Larry Nassar listens to victim impact statements during his sentencing hearing on January 17, 2018 in Lansing, Michigan.
The executive leadership of USA Gymnastics' board of directors has resigned in the wake of the sexual abuse scandal involving former US team doctor Larry Nassar, the governing body announced Monday.
Chairman Paul Parilla, vice chairman Jay Binder and treasurer Bitsy Kelley stepped down following stinging criticism of the organisation's handling of the Nassar case by victims who include Olympic superstar Simone Biles and other gold medallists.
"We support their decisions to resign at this time," said Kerry Perry, who was named president of USA Gymnastics in November.
"We believe this step will allow us to more effectively move forward in implementing change within our organization."
USA Gymnastics has come under fire during the ongoing sentencing hearing for Nassar in Michigan, in which more than 100 gymnasts have given statements against the disgraced former doctor, who faces life in prison for his offences.
The board of directors will name interim chairpersons until permanent selections are made as the beleaguered body tries to advance beyond the scandal.
In a statement on the USA Gymnastics website, Perry thanked the departing trio of leaders "for their many years of service to this organization."
"As the board identifies its next chair and fills the vacant board positions, we remain focused on working every day to ensure that our culture, policies and actions reflect our commitment to those we serve."
Perry replaced Steve Penny, who had resigned last March after 12 years in the post after criticism over how USA Gymnastics had handled the sexual abuse claims.
"Several people did speak up. Why didn't anyone listen or care enough to do anything?" asked Paula Daniels, whose daughter Samantha was identified as a victim of Nassar's abuse.
Nassar, 54, has pleaded guilty to 10 counts of criminal sexual conduct and faces life in prison. He has already been sentenced to 60 years in prison after pleading guilty to child pornography charges.
At his sentencing hearing in Michigan, more victims spoke on Monday, including Taylor Livingston, who talked about the guilt she felt concealing the abuse from her father, who died last year.
"When you die, you're going to hell," she told Nassar. "But there will be a pit stop on the way where you'll have to face my dad, who now knows what you've done... and when you do, you will suffer."
Lead prosecutor Angela Povilaitis said 144 people were set to give victim impact statements and another two dozen speakers were planned, most testifying to the profound toll the abuse has taken on their lives and families.
The hearing's fifth day also featured Livingston, who was 13 at her first appointment with Nassar in 2009, saying she suffered from constant depression and anxiety.
"Life is a chore," she said. "Life is a constant fight."
Nassar's victims, according to prosecutors and civil attorneys, include his former family babysitter and athletes in several women's sports programs at Michigan State University, where he worked.
The Karolyi Ranch, a suburban Houston layout once famed as a breeding ground of champions, will no longer serve as a training site for top gymnasts, USA Gymnastics announced last week, the facility holding too many horrific memories for too many US athletes.

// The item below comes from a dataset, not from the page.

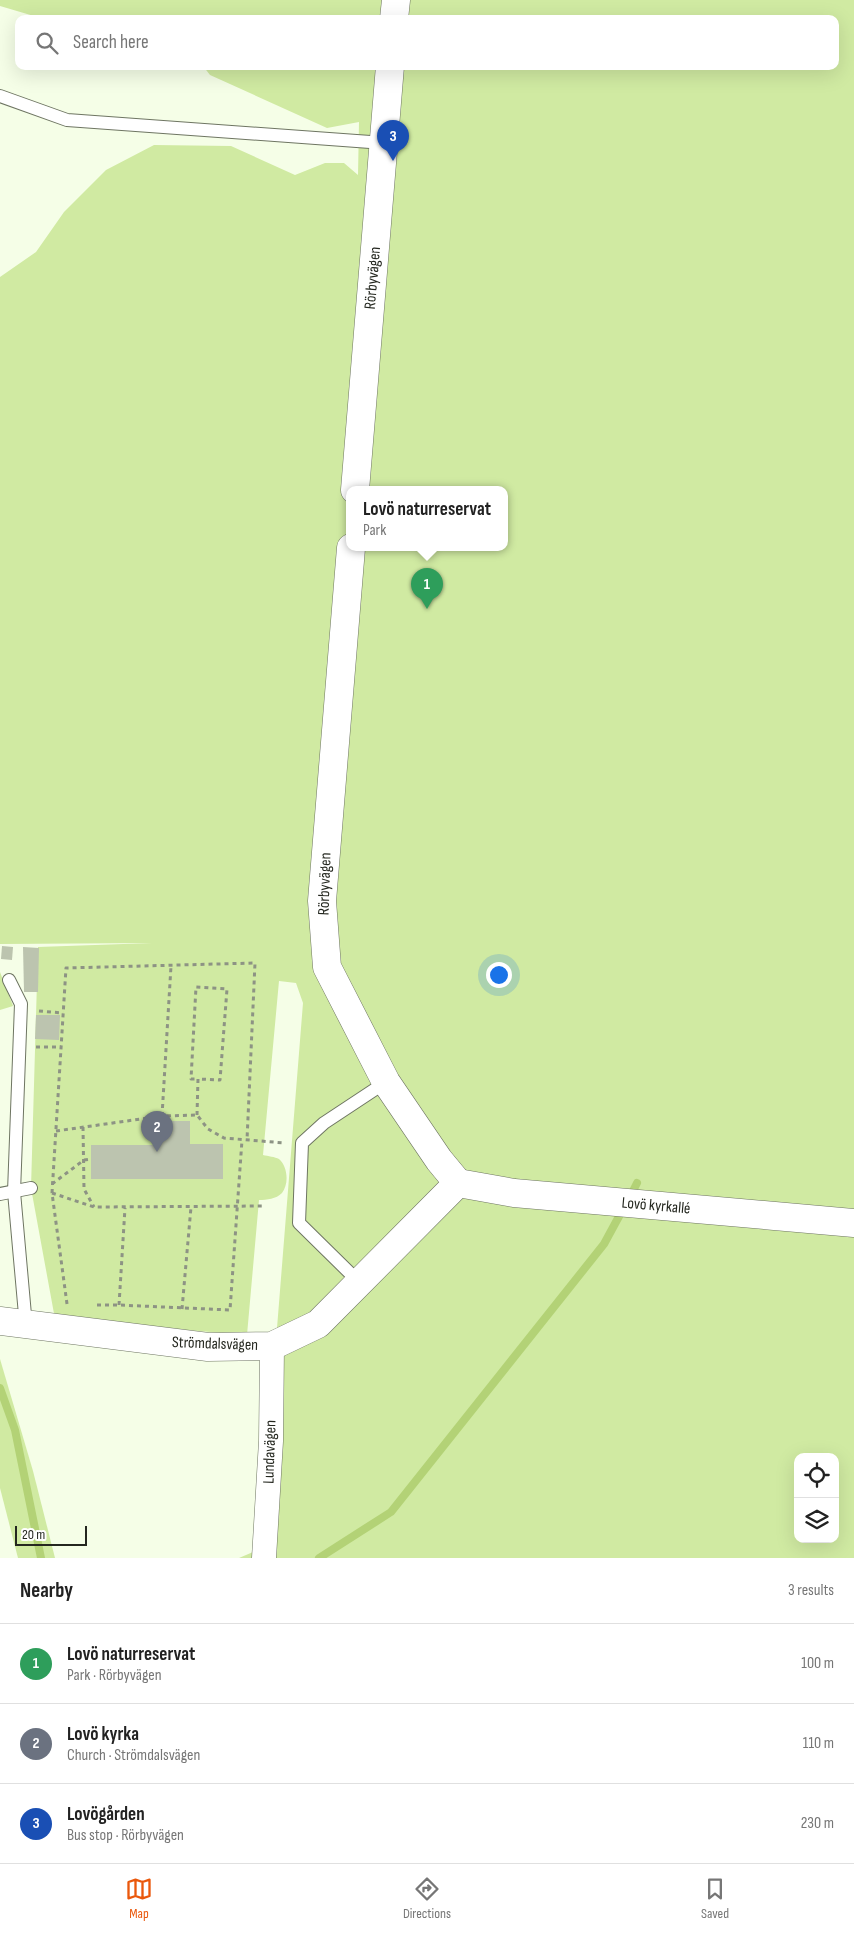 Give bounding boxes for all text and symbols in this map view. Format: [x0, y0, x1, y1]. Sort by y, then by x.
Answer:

Biles, who dazzled in winning gold at the 2016 Rio Olympics, said in her Twitter post last week revealing abuse by Nassar at the ranch that it "breaks my heart" to think of returning there to train for the 2020 Tokyo Olympics.
Olympic gold medalist Aly Raisman said continued use of the ranch as a national team center would be more evidence of indifference by USA Gymnastics.
USA Gymnastics also came under attack after it emerged that Olympic gold medalist McKayla Maroney had been required to sign a gag order preventing her from talking about the abuse under the terms of a $1.25 million settlement agreed in 2016.
USA Gymnastics later waived the order last week following criticism, saying Maroney would be free to discuss the abuse without fear of financial penalty.